Problem statement –
Extract the lines that carry the string "Laurent" from the listing.
*** Data to process ***
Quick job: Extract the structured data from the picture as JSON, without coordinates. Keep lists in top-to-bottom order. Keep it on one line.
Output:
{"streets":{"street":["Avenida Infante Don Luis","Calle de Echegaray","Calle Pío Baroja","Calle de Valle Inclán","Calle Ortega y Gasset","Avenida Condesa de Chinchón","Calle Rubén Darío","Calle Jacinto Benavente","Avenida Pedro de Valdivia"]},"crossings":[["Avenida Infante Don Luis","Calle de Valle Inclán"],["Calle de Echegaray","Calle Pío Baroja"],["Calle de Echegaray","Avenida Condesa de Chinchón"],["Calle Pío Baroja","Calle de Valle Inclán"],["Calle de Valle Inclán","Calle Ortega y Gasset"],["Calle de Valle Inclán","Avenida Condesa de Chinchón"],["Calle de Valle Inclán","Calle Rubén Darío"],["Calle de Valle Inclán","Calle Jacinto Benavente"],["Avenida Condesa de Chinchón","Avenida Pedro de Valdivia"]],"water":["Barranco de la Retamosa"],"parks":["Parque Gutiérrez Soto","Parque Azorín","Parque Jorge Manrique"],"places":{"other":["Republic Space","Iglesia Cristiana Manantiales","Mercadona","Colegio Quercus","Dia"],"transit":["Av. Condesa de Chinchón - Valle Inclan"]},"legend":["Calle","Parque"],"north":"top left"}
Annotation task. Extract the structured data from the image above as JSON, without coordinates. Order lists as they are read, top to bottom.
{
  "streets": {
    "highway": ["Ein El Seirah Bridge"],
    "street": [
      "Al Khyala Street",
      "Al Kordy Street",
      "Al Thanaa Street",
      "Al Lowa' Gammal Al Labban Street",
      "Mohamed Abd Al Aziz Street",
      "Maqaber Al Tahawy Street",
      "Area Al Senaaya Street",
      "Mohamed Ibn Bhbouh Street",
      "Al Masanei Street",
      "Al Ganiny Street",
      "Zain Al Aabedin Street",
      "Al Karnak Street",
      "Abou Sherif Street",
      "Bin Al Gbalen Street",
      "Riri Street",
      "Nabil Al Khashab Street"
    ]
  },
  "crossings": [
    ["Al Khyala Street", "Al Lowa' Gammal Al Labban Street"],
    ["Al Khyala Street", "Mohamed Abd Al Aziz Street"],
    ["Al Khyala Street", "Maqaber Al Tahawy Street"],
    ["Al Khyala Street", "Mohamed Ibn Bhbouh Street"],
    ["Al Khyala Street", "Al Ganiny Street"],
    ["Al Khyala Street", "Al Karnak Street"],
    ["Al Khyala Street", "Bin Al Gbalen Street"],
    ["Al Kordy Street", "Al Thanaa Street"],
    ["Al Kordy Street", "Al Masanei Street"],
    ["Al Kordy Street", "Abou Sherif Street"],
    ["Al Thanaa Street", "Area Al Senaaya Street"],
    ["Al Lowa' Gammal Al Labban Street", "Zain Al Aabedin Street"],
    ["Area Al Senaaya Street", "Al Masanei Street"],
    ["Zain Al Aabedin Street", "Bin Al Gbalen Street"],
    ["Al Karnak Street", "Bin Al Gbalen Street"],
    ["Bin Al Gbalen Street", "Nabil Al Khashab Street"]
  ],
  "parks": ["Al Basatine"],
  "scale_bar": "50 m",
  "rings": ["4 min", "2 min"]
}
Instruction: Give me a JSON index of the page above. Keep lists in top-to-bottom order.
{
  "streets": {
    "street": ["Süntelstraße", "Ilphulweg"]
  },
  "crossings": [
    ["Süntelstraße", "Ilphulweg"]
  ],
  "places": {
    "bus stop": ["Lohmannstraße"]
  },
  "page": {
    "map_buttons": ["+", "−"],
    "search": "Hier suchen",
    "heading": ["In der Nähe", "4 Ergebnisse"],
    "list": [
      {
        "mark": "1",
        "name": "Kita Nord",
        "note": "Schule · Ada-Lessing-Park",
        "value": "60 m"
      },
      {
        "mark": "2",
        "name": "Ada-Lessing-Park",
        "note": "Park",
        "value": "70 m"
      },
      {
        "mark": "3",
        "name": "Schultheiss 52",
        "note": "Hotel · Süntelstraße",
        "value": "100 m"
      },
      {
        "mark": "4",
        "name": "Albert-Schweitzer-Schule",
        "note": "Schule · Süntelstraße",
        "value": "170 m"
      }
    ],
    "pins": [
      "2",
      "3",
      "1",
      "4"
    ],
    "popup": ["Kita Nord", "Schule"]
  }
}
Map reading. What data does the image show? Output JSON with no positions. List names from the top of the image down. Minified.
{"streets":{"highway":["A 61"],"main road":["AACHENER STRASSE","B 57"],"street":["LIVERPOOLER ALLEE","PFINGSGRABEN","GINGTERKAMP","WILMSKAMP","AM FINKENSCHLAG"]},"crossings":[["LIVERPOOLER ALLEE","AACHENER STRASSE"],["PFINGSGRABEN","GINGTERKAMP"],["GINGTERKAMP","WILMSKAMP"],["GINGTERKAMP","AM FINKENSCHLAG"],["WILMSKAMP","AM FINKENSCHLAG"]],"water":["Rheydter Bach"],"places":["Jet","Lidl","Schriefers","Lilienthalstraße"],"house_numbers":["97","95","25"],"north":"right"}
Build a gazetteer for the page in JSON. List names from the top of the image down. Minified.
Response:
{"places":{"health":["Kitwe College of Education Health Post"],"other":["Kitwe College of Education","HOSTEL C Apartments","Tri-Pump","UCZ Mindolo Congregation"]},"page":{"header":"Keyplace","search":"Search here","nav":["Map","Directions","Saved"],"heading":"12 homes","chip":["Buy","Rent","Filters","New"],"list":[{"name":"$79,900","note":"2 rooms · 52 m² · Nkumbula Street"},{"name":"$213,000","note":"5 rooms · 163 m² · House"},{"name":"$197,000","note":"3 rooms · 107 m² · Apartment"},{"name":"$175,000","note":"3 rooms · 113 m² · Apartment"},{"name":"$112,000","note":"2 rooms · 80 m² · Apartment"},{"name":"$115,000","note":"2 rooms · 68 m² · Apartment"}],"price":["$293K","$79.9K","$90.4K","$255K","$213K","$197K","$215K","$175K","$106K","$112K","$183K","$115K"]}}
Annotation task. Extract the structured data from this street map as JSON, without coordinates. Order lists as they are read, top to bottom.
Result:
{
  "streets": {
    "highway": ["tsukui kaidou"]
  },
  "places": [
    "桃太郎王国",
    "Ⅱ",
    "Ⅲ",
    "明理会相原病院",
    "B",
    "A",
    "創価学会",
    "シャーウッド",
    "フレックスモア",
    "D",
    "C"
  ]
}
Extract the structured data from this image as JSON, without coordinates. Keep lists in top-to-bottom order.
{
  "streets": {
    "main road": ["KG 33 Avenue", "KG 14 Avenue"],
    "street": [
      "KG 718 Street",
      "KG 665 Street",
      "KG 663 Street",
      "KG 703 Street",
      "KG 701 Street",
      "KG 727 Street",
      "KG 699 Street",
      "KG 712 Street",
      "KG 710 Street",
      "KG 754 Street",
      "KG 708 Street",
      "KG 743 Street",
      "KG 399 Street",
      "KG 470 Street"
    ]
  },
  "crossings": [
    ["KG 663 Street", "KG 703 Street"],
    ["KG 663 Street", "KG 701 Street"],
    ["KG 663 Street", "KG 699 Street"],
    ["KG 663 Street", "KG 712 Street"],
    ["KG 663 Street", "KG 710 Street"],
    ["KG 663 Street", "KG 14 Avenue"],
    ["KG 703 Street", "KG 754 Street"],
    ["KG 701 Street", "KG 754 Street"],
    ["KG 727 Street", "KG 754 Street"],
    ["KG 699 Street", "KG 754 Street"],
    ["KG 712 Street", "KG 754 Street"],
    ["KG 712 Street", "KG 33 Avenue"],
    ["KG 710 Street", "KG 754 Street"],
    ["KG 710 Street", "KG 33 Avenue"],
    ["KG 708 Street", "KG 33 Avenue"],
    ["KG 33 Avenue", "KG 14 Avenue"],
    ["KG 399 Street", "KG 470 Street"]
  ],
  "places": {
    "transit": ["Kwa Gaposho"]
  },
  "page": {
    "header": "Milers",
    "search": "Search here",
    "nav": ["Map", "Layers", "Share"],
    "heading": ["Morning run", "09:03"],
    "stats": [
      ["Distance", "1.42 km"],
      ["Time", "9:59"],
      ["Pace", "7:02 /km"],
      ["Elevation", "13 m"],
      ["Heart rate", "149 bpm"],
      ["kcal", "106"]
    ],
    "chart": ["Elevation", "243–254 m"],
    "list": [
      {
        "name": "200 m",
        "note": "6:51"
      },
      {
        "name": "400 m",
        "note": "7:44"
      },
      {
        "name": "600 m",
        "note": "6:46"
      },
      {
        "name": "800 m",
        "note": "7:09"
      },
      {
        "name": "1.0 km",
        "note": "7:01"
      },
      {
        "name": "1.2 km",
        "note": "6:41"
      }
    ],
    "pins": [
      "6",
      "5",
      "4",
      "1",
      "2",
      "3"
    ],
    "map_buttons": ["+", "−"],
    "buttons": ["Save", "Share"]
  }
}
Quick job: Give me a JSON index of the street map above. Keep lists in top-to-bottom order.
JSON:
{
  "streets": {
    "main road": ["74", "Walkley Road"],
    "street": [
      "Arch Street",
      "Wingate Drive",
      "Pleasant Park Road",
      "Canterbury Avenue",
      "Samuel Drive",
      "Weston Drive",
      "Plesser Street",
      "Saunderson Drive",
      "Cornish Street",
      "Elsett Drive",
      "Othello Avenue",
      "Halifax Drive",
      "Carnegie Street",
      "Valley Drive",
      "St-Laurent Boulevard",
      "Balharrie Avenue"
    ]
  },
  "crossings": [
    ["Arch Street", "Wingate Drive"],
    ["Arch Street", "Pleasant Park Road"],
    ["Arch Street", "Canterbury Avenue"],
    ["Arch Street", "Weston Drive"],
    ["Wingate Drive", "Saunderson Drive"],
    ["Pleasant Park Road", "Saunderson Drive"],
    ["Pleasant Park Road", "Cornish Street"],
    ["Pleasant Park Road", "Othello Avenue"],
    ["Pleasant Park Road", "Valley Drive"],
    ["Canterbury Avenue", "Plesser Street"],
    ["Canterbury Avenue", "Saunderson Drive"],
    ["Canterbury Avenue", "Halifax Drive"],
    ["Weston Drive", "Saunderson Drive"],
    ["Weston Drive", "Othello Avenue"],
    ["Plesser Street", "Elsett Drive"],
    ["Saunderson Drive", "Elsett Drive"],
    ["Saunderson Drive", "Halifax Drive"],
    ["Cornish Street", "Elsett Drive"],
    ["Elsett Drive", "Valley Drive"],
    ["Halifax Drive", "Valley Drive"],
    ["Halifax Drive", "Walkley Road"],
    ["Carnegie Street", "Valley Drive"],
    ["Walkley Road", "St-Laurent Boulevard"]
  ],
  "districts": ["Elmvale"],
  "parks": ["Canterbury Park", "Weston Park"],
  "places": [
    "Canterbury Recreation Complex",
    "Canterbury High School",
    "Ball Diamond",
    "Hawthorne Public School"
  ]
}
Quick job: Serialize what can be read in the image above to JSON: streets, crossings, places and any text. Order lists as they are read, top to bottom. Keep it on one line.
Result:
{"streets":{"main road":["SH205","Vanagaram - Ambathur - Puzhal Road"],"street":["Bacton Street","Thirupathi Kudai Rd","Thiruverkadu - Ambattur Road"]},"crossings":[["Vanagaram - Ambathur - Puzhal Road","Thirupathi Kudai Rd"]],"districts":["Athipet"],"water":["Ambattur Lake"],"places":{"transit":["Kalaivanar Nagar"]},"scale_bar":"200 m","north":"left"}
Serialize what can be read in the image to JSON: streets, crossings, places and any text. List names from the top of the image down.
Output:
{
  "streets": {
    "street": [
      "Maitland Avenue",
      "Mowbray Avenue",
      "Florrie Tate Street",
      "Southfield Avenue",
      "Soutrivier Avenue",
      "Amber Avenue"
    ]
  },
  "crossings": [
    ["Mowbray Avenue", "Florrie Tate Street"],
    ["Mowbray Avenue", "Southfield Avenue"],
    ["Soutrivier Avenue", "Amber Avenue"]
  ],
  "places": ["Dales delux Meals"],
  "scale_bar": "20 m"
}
*** End of Data to process ***
Solution below –
      "St-Laurent Boulevard",
    ["Walkley Road", "St-Laurent Boulevard"]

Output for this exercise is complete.